* **WHAT IS EXPECTED**: An exact copy of the listing below is needed, with no pictures in it.

* **DATASET EXCERPT**:
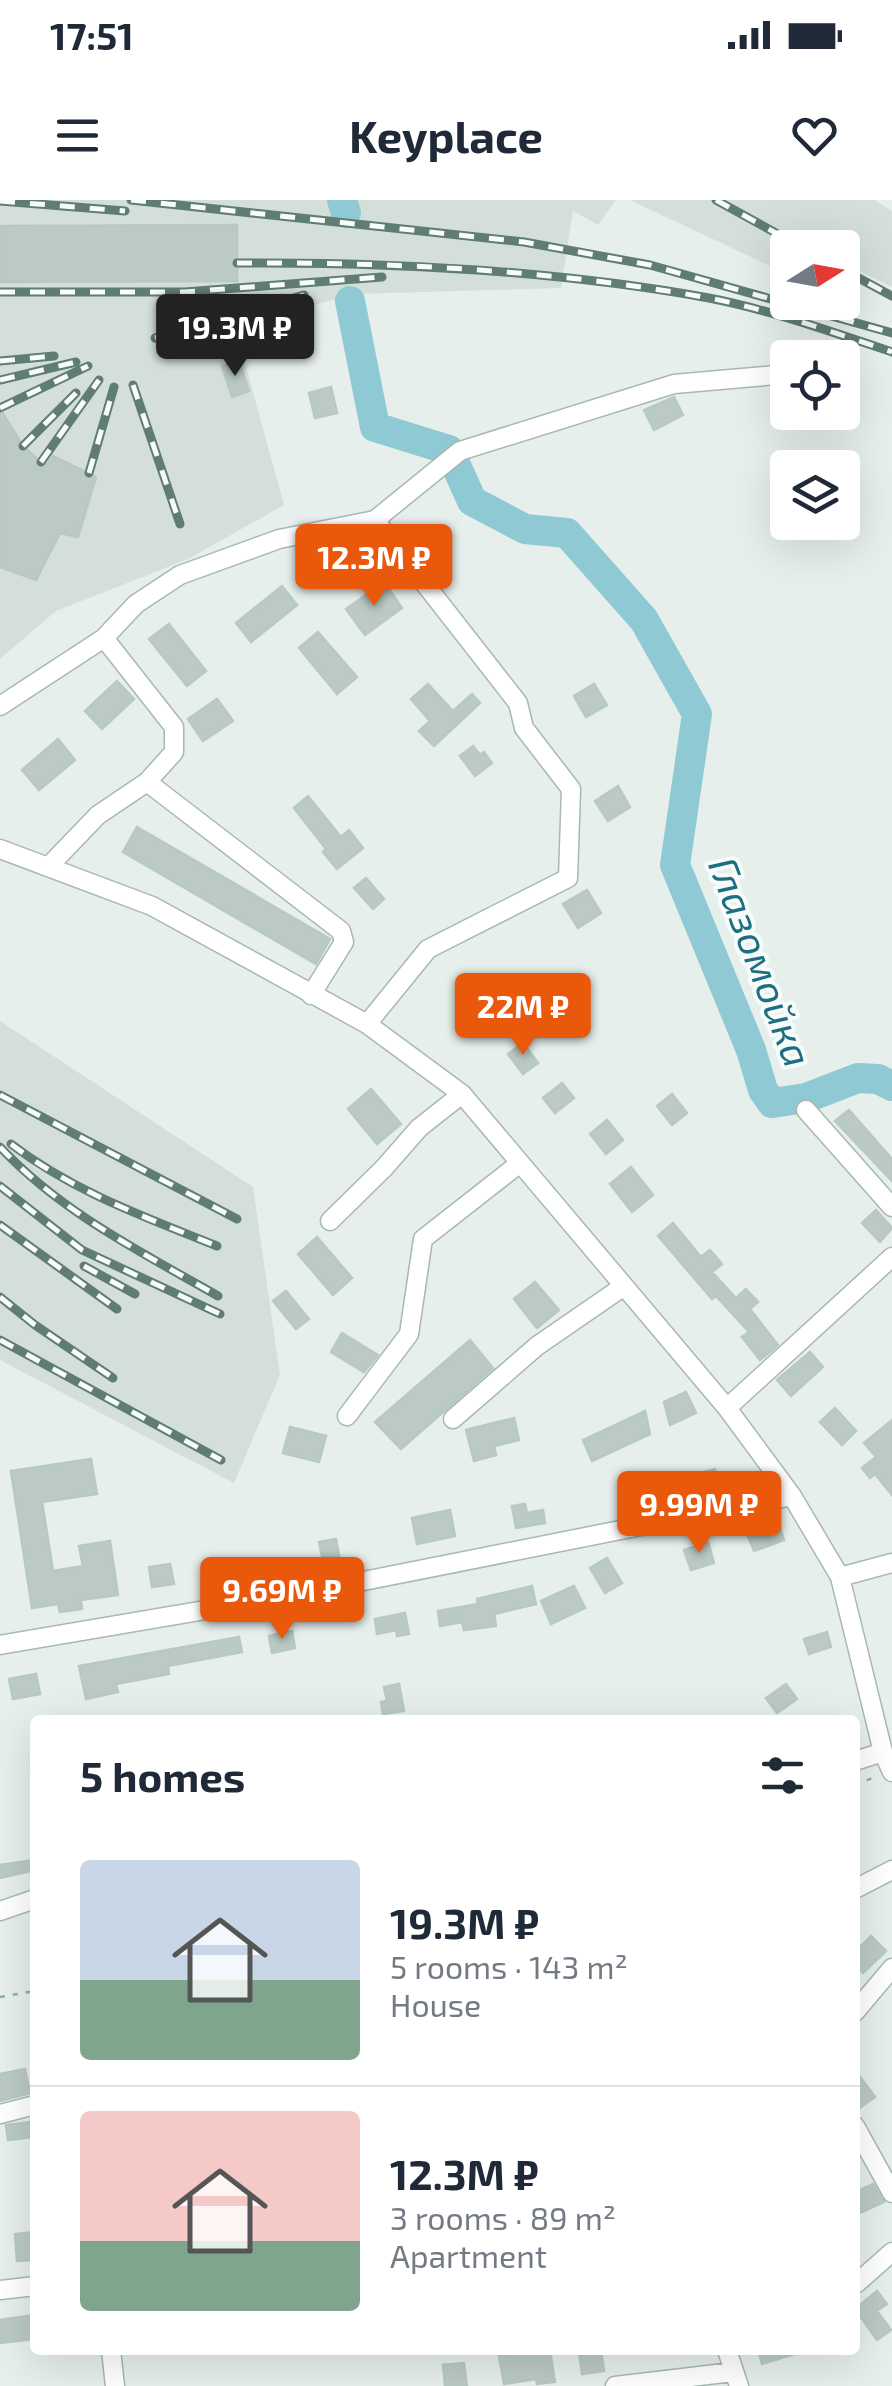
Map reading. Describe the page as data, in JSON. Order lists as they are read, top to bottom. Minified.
{"water":["Глазомойка"],"north":"right","page":{"status":"17:51","header":"Keyplace","price":["19.3M ₽","12.3M ₽","22M ₽","9.99M ₽","9.69M ₽"],"heading":"5 homes","list":[{"name":"19.3M ₽","note":"5 rooms · 143 m² · House"},{"name":"12.3M ₽","note":"3 rooms · 89 m² · Apartment"}]}}
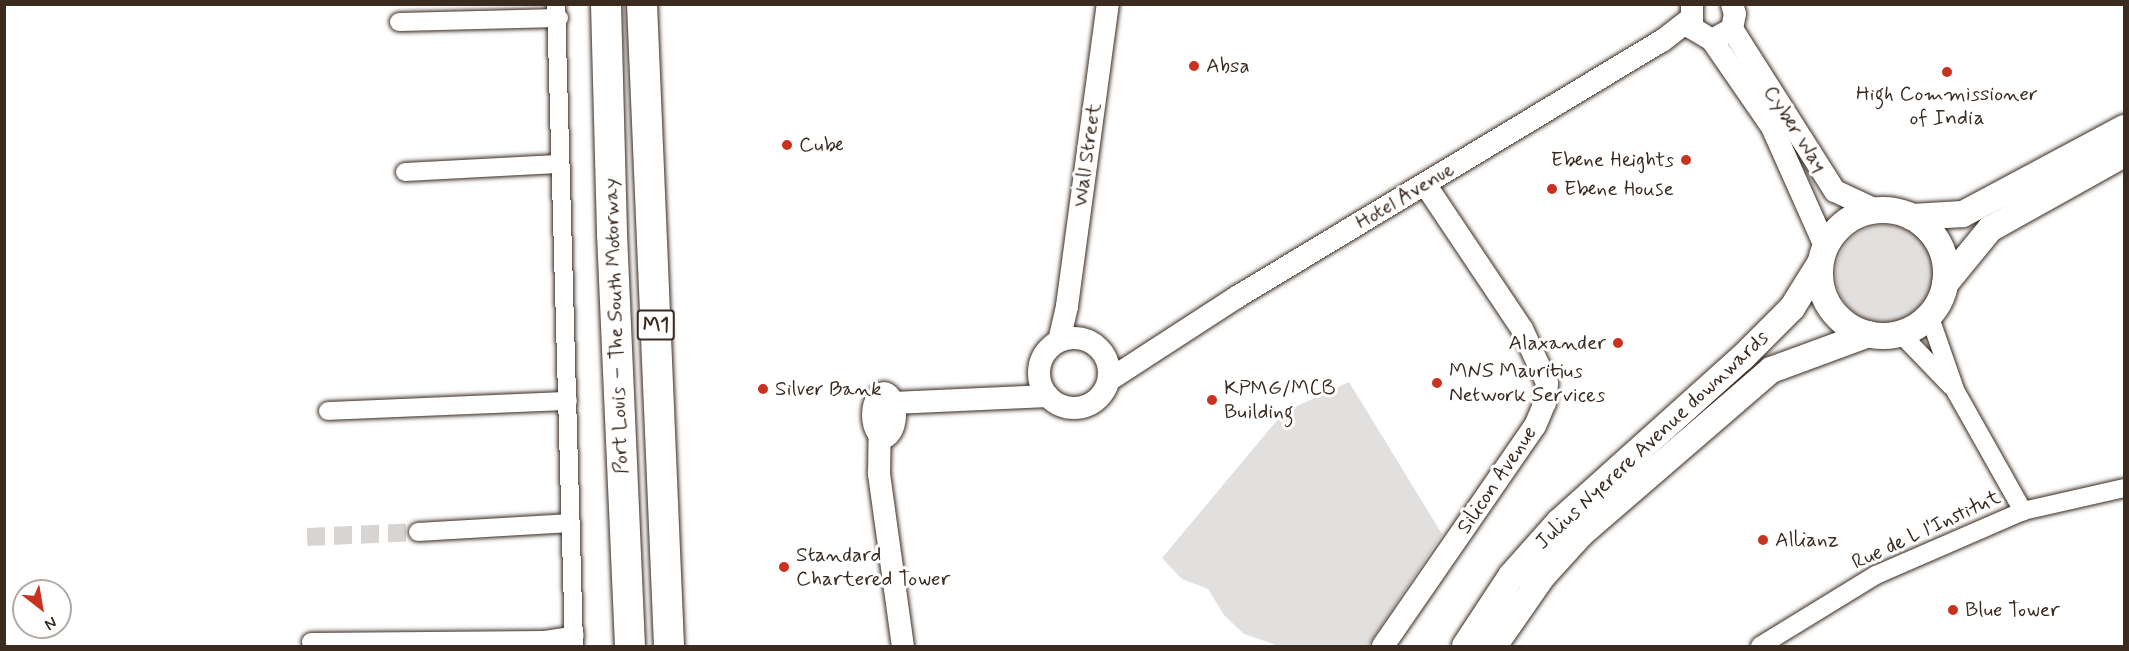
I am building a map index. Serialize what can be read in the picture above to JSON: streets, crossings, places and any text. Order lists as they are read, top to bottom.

* **SOLUTION TO THIS PROBLEM**:
Map reading. Describe the page as data, in JSON. Order lists as they are read, top to bottom. Minified.
{"water":["Глазомойка"],"north":"right","page":{"status":"17:51","header":"Keyplace","price":["19.3M ₽","12.3M ₽","22M ₽","9.99M ₽","9.69M ₽"],"heading":"5 homes","list":[{"name":"19.3M ₽","note":"5 rooms · 143 m² · House"},{"name":"12.3M ₽","note":"3 rooms · 89 m² · Apartment"}]}}
I am building a map index. Serialize what can be read in the picture above to JSON: streets, crossings, places and any text. Order lists as they are read, top to bottom.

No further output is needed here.